44話
私はこの『薬』と覚しき物が薄っすらと残る板をケトナー卿から宰相そして姉様に確認してもらいました。
やはりこれは漢字で『薬』と書かれていたようです。
今回のフォルク様達の領地行きは、領地で鉱山とは違う山の崖崩れが起きた事によるものでした。
領主としては、被害の確認と領民の救済をしなければならないのは当然ですので急遽フォルク様は赴きました。
そこに私の護衛騎士であるケトナー卿を同行させたのは、何となくなのです。
強いて申し上げるとするならば私の勘でした。
どうしても誰かを同行させなければならないとピンと来たのです。
でもこれで私は何となくですが、私の夢に出てくる色々な出来事も何らかの意味があるのではないかと推測しております。推測だけで、じゃあ何だと聞かれても全く分かりかねますが。
子供の頃の夢が主なので未来視ではありません。
何か私の中にも眠っているのでしょうか?
今回のことは古代遺跡の解明が勿論最優先でもありますが、もう一つ解明しなければというより、回避しなければならない事が私にはあります。
この世界は童話だと姉様こと郷田花様は仰いました。
私とフォルク様の娘が私とともに何らかの事故に巻き込まれ、私は死に娘は孤児となる、そんな数奇な運命に未来が繋がるという話ですわよね。王子様と冒険などとそんな絵空事はどうでもよろしいの。
⋯⋯私死にたくありませんわ!
本当に童話の中だとしても私の娘が孤児などと!
もしそれが本当なら私亡き後フォルク様は何をやってらっしゃるの?頼りないにも程があります!
ですから私は何がなんでも生き延びなければなりません!
フォルク様の未来の不甲斐なさがもし忘却の術とやらに関係するのであれば、今のうちに忘れた事を取り戻してもらって、二度とそのようなことがないようにしなければならないのです。
私は、この朽ちた板を足がかりにサッセルン侯爵領を大々的に調査するように、フォルク様に頼むことにしました。

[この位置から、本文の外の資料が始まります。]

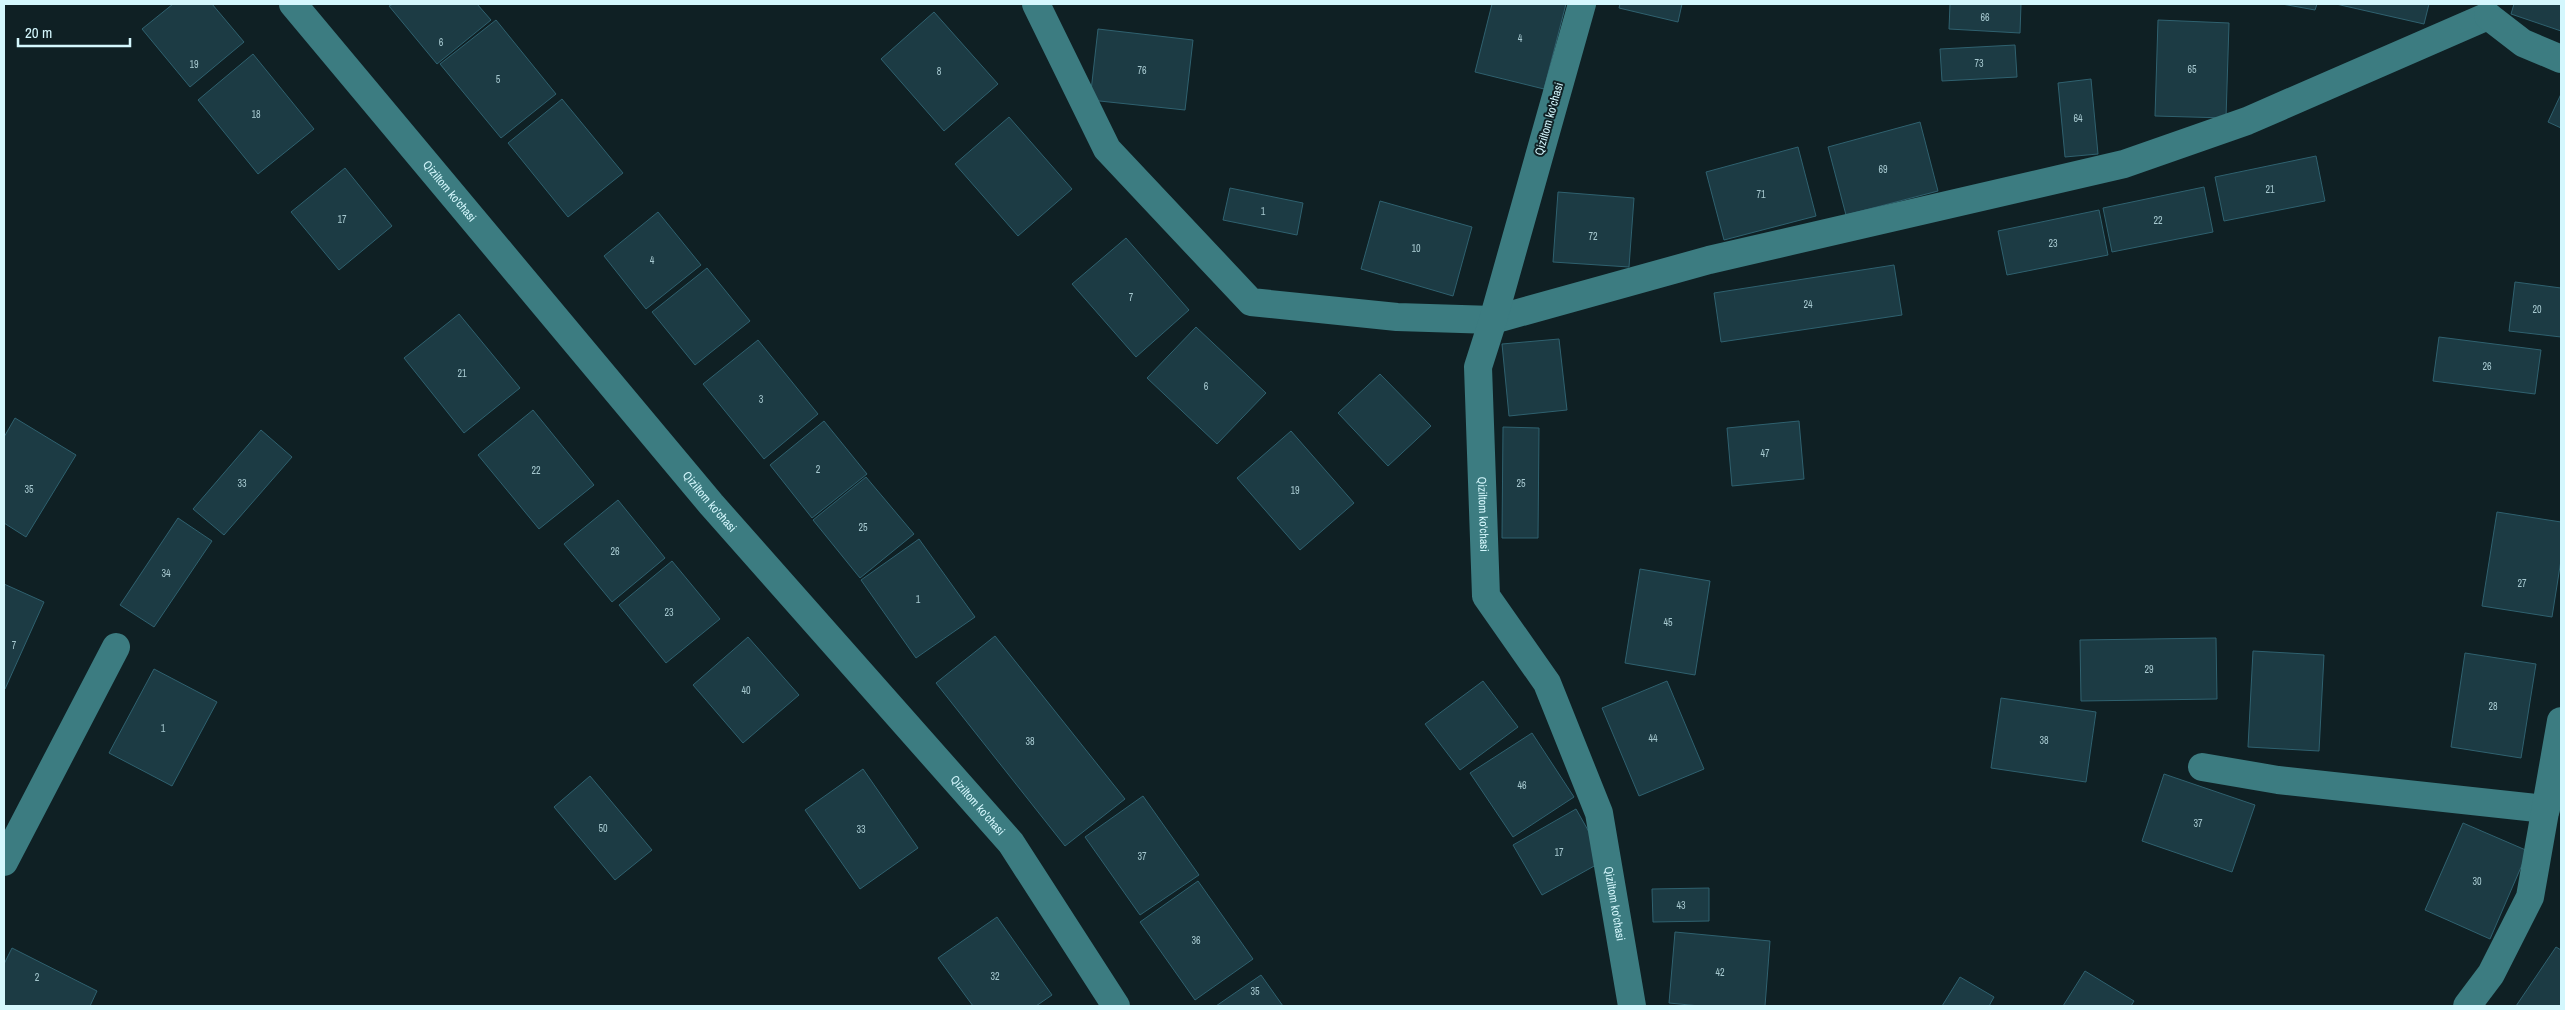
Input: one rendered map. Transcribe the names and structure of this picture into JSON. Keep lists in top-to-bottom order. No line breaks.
{"streets":{"street":["Qiziltom ko'chasi"]},"house_numbers":["66","4","6","73","19","65","76","8","5","18","64","69","21","71","1","17","22","72","23","10","4","7","24","20","26","21","6","3","47","2","22","33","25","35","19","25","26","34","27","1","23","45","7","29","40","28","1","44","38","38","46","37","50","33","17","37","30","43","36","42","32","2","35"],"scale_bar":"20 m"}
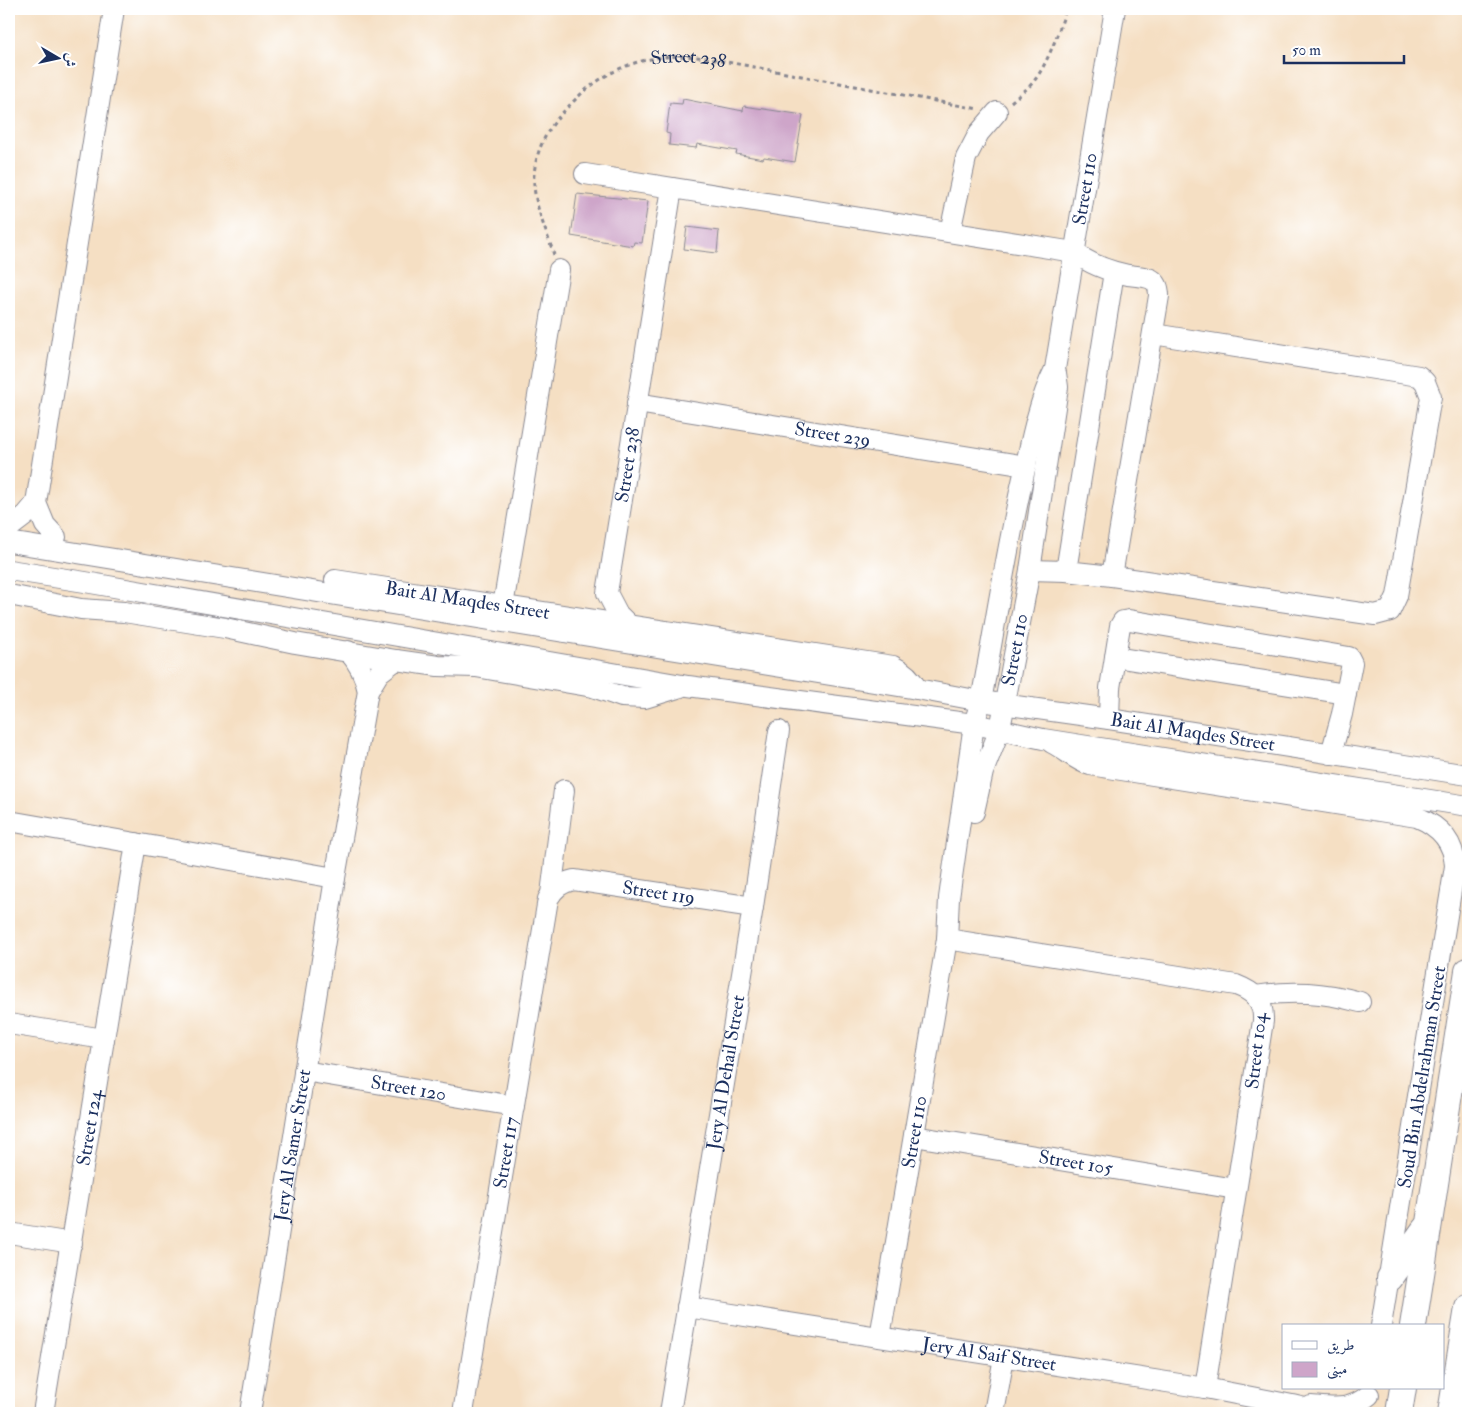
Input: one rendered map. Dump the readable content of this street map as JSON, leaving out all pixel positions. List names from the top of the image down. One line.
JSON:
{"streets":{"main road":["Soud Bin Abdelrahman Street"],"street":["Street 238","Street 110","Street 239","Bait Al Maqdes Street","Street 119","Street 104","Jery Al Dehail Street","Street 120","Street 124","Jery Al Samer Street","Street 117","Street 105","Jery Al Saif Street"]},"crossings":[["Street 238","Street 239"],["Street 110","Street 239"],["Street 110","Bait Al Maqdes Street"],["Street 110","Street 104"],["Street 110","Street 105"],["Street 110","Jery Al Saif Street"],["Bait Al Maqdes Street","Soud Bin Abdelrahman Street"],["Bait Al Maqdes Street","Jery Al Samer Street"],["Street 119","Jery Al Dehail Street"],["Street 119","Street 117"],["Street 104","Street 105"],["Street 104","Jery Al Saif Street"],["Jery Al Dehail Street","Jery Al Saif Street"],["Street 120","Jery Al Samer Street"],["Street 120","Street 117"]],"legend":["طريق","مبنى"],"scale_bar":"50 m","north":"right"}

今彼は何故か私に懐いているのか、恋なのか知りませんけれど、慕ってくださっておりますので、聞こえは悪いですけれど、その心を利用させて頂きます。
◇◇◇
「フォルク様、今回崖崩れにあった村の村民達は無事保護されていると聞きました」
「あぁホーリーそうなんだ、皆間一髪危機を免れていた。不幸中の幸いだったよ」
「ではその者達にこの板の持ち主と、これが何処にあったかなど詳細に調査して頂けませんか?」
「ホーリー、どうやらそれは君にとって貴重な物らしいけど、そこまで調査するのは難しいかもしれないよ」
「私にとってではなくて、フォルク様にとっても貴重なものなのですよ」
「えっ?そうだったかな?」
おかしい⋯私はフォルク様が何を忘れているのか、忘れさせられているのか、何となくわかってきました。
板を持ち帰ろうと言い出したのはケトナー卿ではなくフォルク様だと彼は言っていました。それだけ何かがあるとフォルク様はその板を見た時思ったはずなのに、今ではそれすら覚えておられません。
領内で起きた災害なども覚えているのに、この板のことだけ急に忘れてしまったかのように、他の事ならもし私が頼んだのなら「君の頼みなら任せてホーリー」そう言って部屋を飛び出していくはずです。
実際今、私が甘いものが食べたいと少し頼んだだけで、その言葉を発して忽ちのうちに部屋を飛び出したのですから。
フォルク様が忘れているのは『日本』という姉様のいう前世の世界ではないでしょうか?
フォルク様、貴方何を忘れてしまったの?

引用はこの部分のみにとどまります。